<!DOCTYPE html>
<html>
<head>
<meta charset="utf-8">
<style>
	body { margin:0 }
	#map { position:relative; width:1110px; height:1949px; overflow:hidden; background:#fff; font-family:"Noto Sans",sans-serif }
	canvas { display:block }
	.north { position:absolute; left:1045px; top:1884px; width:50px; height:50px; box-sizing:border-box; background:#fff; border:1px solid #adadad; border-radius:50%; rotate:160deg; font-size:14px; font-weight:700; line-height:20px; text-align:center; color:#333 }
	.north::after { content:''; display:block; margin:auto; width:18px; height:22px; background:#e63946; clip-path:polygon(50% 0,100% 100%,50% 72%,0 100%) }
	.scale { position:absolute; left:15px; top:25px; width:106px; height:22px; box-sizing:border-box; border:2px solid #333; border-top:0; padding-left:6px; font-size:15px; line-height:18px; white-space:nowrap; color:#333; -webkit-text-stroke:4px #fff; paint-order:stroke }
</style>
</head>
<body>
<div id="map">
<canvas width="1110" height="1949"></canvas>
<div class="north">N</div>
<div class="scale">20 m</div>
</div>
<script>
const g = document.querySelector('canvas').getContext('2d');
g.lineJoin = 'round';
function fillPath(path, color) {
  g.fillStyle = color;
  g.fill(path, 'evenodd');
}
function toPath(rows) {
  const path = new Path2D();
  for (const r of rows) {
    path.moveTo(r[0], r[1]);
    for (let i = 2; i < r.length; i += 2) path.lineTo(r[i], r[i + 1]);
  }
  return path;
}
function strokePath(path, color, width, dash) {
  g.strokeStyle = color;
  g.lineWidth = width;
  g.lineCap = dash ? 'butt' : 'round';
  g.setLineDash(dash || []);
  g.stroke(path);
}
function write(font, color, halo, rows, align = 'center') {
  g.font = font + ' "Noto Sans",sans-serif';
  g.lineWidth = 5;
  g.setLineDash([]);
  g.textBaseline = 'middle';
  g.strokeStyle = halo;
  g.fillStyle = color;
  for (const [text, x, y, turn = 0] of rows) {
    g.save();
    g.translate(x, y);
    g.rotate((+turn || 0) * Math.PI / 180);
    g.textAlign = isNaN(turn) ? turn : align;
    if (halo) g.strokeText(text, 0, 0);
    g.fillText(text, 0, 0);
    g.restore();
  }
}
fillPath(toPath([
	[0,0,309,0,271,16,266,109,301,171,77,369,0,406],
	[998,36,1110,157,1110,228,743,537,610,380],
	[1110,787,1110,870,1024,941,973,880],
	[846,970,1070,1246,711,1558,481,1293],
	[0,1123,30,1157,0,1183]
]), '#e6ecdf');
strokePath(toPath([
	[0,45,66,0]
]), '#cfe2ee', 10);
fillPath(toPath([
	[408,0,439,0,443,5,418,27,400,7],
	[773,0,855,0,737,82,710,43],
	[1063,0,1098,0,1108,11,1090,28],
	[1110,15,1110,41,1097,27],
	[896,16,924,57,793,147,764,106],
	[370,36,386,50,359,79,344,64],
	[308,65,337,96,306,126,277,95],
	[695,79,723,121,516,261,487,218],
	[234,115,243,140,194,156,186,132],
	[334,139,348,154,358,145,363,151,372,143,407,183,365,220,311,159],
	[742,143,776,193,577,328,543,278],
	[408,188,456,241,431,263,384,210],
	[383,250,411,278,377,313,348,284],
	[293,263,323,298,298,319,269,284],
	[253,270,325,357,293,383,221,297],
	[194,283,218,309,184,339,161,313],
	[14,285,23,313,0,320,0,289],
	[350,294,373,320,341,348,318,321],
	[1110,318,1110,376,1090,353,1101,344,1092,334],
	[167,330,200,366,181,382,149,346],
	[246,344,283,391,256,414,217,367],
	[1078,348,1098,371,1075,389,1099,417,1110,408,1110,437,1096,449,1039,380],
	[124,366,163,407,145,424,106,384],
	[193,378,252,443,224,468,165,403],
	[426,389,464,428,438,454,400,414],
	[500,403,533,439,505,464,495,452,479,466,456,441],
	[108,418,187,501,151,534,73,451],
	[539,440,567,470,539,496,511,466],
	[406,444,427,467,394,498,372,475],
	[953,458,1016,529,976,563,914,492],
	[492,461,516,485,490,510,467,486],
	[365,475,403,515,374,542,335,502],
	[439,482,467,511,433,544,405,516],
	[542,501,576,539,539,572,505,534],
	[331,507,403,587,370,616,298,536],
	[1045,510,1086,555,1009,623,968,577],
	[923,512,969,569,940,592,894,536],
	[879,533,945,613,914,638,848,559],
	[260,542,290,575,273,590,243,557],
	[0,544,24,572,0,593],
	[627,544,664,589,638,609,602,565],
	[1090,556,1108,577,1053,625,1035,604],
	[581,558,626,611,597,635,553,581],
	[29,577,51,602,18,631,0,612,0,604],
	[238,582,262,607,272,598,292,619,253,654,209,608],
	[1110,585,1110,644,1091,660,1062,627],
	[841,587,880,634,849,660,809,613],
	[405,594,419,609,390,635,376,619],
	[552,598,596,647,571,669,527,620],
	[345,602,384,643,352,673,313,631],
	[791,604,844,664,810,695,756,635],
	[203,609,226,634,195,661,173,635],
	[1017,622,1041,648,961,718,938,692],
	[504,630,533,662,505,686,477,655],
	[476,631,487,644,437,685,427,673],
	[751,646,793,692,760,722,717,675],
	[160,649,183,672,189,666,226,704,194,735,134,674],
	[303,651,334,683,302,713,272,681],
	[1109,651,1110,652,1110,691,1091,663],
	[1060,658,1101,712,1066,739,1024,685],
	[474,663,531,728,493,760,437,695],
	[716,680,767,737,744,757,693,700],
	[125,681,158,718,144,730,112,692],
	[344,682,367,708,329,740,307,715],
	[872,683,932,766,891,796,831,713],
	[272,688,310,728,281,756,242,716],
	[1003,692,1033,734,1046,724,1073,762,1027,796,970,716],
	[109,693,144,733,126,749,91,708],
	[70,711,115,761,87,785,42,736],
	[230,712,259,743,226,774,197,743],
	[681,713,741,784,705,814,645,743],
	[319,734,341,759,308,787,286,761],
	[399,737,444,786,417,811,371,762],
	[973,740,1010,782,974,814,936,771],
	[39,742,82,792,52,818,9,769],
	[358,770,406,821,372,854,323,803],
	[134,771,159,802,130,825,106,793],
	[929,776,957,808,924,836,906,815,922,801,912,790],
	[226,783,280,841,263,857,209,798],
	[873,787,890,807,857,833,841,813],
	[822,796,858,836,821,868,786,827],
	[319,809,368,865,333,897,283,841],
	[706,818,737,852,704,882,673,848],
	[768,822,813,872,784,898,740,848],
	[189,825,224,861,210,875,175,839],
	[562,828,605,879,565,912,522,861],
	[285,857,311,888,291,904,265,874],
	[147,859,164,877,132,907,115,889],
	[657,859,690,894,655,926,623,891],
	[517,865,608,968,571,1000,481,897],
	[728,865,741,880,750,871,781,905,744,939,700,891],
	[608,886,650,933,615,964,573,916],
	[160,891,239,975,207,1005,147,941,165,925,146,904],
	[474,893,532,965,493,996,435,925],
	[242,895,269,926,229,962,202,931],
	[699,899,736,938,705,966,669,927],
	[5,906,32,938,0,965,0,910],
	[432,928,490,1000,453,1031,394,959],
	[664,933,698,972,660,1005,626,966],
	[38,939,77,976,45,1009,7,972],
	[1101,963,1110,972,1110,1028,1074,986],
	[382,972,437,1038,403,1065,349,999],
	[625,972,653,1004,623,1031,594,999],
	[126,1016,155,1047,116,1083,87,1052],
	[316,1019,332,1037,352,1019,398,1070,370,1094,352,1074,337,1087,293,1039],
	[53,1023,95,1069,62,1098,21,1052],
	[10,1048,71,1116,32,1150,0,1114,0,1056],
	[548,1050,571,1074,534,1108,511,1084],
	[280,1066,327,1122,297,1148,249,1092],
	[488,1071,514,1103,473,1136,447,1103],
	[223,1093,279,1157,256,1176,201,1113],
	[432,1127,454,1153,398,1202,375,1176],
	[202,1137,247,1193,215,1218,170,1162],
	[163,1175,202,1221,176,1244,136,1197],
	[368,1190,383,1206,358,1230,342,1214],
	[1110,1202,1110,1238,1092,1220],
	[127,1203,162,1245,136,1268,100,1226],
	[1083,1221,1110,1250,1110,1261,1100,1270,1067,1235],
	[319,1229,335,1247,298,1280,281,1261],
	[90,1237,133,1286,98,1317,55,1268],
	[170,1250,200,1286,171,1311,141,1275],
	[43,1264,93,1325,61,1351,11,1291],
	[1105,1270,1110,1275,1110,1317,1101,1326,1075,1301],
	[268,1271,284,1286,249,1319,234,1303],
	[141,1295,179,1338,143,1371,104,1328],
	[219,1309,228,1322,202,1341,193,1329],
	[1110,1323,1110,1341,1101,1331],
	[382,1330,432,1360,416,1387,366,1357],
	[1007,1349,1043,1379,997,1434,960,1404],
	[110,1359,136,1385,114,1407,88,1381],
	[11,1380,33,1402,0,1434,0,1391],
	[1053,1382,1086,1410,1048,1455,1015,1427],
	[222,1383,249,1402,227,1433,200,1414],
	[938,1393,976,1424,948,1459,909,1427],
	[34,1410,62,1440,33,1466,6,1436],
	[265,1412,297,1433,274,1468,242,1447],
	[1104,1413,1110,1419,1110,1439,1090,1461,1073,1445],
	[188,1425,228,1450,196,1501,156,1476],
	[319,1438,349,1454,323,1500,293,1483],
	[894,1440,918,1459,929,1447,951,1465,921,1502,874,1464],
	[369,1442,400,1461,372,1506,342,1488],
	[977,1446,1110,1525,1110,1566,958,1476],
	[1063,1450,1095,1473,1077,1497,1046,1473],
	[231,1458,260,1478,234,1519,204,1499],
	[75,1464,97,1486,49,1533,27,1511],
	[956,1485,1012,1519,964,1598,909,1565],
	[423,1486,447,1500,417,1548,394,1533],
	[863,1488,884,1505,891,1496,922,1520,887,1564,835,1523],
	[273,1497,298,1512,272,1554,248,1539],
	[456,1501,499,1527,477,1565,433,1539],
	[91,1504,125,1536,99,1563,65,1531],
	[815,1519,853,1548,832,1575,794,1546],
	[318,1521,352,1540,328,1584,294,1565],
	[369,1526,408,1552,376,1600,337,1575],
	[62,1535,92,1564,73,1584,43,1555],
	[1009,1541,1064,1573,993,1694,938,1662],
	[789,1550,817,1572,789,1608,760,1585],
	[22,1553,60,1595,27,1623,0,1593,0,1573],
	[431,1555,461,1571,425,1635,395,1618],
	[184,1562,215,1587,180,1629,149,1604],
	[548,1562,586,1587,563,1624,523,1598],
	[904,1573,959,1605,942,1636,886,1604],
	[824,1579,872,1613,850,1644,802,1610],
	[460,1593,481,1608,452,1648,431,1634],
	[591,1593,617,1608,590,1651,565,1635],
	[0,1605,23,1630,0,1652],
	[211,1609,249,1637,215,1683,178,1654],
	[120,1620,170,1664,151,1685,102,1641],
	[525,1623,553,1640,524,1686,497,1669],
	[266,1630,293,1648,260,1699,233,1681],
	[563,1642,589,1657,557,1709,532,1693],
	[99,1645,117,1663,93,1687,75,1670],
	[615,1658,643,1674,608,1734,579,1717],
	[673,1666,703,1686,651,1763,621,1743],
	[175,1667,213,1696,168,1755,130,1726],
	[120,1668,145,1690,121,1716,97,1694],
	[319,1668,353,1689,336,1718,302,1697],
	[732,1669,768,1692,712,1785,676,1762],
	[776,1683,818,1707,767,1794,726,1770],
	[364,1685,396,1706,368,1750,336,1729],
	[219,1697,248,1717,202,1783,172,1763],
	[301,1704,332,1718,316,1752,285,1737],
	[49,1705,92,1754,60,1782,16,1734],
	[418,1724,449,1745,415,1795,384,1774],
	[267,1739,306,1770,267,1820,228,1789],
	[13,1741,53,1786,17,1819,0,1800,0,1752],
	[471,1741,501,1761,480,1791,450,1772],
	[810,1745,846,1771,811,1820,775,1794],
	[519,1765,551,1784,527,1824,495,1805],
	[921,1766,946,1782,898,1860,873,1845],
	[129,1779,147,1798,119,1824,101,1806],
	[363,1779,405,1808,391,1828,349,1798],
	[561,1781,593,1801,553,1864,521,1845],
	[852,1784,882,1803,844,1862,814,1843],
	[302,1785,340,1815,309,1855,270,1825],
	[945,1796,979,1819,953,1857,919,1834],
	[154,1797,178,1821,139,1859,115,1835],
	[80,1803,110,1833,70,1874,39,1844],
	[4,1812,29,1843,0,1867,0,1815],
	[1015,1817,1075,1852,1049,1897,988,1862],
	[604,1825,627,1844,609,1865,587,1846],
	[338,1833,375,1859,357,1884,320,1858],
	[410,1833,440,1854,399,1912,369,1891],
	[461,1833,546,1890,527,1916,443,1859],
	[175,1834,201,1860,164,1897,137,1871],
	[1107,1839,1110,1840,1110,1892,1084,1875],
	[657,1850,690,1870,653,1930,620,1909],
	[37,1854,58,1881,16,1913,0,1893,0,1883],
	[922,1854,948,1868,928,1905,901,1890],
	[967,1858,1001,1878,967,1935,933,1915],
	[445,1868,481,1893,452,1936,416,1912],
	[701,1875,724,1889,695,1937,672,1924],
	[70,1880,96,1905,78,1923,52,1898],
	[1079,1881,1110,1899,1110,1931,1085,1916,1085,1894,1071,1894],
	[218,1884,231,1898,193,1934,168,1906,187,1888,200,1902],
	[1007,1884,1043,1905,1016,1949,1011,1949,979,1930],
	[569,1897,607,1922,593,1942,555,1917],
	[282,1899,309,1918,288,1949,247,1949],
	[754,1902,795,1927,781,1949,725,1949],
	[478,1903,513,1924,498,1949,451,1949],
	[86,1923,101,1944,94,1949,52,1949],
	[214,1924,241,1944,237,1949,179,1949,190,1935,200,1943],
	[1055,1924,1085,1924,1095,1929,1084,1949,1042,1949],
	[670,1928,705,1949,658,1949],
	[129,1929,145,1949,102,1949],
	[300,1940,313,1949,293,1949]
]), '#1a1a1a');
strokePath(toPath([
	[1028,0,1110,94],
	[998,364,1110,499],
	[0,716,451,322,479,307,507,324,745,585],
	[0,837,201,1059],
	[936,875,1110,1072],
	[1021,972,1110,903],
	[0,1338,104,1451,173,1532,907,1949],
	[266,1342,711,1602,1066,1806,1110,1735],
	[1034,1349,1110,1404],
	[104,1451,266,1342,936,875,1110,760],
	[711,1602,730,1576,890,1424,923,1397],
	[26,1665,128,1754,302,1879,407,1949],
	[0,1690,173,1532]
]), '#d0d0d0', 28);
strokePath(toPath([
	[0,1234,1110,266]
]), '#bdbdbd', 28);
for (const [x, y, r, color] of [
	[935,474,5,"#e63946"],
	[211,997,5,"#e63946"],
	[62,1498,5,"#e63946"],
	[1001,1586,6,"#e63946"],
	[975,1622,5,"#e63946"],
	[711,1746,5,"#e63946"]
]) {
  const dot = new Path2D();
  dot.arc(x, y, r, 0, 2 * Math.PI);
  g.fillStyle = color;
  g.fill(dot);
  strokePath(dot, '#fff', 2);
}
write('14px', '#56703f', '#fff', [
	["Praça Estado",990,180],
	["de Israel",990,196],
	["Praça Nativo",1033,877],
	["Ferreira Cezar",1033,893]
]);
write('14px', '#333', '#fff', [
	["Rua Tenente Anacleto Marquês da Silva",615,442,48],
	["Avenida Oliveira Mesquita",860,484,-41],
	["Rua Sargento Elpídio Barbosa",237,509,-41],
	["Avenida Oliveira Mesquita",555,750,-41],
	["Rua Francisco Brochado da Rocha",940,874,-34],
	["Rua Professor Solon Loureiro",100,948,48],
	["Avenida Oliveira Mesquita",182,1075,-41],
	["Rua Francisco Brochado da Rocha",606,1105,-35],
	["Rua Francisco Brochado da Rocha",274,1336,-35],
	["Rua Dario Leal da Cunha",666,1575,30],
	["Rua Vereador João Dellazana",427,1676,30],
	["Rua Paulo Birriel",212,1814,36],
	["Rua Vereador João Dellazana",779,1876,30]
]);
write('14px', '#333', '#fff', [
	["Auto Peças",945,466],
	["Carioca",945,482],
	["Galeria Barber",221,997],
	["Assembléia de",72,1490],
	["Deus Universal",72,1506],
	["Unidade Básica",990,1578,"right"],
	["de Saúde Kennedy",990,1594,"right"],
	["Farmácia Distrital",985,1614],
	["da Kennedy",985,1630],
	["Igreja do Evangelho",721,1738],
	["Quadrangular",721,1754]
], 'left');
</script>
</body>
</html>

•••

### What is required
Please restate, word for word, the lines of the entries that run from the first line through the one holding "position:absolute; left:15px; top:25px;", and add nothing.

### Solution to this problem
<!DOCTYPE html>
<html>
<head>
<meta charset="utf-8">
<style>
	body { margin:0 }
	#map { position:relative; width:1110px; height:1949px; overflow:hidden; background:#fff; font-family:"Noto Sans",sans-serif }
	canvas { display:block }
	.north { position:absolute; left:1045px; top:1884px; width:50px; height:50px; box-sizing:border-box; background:#fff; border:1px solid #adadad; border-radius:50%; rotate:160deg; font-size:14px; font-weight:700; line-height:20px; text-align:center; color:#333 }
	.north::after { content:''; display:block; margin:auto; width:18px; height:22px; background:#e63946; clip-path:polygon(50% 0,100% 100%,50% 72%,0 100%) }
	.scale { position:absolute; left:15px; top:25px; width:106px; height:22px; box-sizing:border-box; border:2px solid #333; border-top:0; padding-left:6px; font-size:15px; line-height:18px; white-space:nowrap; color:#333; -webkit-text-stroke:4px #fff; paint-order:stroke }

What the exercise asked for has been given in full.